#### Work request
The output should be the line containing "Task: Convert this" and every later line of the records, exactly as written, and nothing else.

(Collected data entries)
★ ★ ★
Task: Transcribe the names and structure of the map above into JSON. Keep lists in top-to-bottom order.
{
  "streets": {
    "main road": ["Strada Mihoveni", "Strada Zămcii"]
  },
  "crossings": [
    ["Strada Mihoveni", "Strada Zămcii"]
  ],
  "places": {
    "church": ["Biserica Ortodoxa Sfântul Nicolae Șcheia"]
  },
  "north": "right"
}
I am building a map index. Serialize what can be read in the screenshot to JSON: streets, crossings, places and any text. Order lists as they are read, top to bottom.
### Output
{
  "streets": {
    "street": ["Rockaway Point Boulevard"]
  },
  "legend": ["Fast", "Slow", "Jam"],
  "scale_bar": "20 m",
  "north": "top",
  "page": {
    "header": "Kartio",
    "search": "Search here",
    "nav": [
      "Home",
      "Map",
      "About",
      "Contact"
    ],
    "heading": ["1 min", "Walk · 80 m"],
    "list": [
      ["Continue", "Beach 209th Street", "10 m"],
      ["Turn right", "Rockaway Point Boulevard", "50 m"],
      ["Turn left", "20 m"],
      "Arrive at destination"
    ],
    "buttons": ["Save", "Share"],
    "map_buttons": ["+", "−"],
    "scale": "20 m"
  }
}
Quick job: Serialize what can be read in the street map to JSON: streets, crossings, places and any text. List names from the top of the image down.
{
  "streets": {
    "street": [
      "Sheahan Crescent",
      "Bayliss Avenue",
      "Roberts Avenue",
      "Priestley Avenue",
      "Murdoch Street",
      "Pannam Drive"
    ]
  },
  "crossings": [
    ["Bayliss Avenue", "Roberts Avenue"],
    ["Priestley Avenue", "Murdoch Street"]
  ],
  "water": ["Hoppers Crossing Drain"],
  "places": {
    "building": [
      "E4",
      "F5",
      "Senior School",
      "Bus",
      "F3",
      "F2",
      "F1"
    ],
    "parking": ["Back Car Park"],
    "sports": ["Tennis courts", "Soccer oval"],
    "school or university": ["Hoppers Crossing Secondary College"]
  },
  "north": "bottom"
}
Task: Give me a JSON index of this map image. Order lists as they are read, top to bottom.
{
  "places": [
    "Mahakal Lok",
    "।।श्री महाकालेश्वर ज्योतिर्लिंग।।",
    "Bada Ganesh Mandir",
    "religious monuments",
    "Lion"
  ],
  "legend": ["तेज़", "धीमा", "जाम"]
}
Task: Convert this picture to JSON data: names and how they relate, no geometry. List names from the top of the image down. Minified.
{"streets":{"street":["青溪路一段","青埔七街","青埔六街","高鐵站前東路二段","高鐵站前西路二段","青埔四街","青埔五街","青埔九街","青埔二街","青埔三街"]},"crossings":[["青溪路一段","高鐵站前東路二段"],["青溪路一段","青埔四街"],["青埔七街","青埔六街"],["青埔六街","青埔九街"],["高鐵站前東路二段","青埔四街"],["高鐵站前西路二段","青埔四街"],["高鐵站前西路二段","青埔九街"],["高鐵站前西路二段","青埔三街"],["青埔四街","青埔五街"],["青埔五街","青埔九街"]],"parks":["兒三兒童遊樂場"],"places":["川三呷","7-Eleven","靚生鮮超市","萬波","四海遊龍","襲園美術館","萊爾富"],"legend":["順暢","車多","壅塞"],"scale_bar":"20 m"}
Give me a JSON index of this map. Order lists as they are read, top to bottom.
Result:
★ ★ ★
#### Written response
Task: Convert this picture to JSON data: names and how they relate, no geometry. List names from the top of the image down. Minified.
{"streets":{"street":["青溪路一段","青埔七街","青埔六街","高鐵站前東路二段","高鐵站前西路二段","青埔四街","青埔五街","青埔九街","青埔二街","青埔三街"]},"crossings":[["青溪路一段","高鐵站前東路二段"],["青溪路一段","青埔四街"],["青埔七街","青埔六街"],["青埔六街","青埔九街"],["高鐵站前東路二段","青埔四街"],["高鐵站前西路二段","青埔四街"],["高鐵站前西路二段","青埔九街"],["高鐵站前西路二段","青埔三街"],["青埔四街","青埔五街"],["青埔五街","青埔九街"]],"parks":["兒三兒童遊樂場"],"places":["川三呷","7-Eleven","靚生鮮超市","萬波","四海遊龍","襲園美術館","萊爾富"],"legend":["順暢","車多","壅塞"],"scale_bar":"20 m"}
Give me a JSON index of this map. Order lists as they are read, top to bottom.
Result:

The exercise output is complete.